▶ YOUR INSTRUCTIONS
Report each line from the data below that holds the word "Buena".

Entries taken from a collection
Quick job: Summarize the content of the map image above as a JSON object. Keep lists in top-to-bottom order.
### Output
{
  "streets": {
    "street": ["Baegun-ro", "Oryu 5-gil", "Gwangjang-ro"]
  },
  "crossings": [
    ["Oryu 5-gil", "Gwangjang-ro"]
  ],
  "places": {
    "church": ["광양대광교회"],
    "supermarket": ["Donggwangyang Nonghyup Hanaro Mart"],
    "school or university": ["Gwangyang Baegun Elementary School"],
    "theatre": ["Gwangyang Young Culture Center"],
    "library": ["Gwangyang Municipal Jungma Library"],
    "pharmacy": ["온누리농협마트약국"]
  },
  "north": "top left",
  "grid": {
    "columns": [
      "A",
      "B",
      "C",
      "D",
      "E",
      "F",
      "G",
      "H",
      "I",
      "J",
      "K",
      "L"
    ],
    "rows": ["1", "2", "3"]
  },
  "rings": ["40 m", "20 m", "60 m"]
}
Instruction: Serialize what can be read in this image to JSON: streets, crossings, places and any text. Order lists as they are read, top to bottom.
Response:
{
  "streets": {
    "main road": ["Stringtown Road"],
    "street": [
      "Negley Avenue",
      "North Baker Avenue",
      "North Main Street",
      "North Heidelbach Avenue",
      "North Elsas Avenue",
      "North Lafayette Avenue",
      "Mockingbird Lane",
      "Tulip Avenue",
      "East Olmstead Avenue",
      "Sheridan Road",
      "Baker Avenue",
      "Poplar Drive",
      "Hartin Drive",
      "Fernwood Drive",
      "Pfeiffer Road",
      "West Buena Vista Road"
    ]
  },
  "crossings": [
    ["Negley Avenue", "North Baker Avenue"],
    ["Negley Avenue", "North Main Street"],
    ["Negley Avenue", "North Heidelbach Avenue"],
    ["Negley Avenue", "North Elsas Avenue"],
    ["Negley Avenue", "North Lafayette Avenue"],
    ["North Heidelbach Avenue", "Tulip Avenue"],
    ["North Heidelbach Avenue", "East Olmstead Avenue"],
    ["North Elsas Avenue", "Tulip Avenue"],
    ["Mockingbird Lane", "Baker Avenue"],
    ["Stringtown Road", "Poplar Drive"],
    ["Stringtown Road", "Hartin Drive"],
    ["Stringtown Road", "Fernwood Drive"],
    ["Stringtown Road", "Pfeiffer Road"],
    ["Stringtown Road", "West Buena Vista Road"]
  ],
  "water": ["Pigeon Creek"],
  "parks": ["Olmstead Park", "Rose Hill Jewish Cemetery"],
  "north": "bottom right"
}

▶ RESPONSE BELOW
      "West Buena Vista Road"
    ["Stringtown Road", "West Buena Vista Road"]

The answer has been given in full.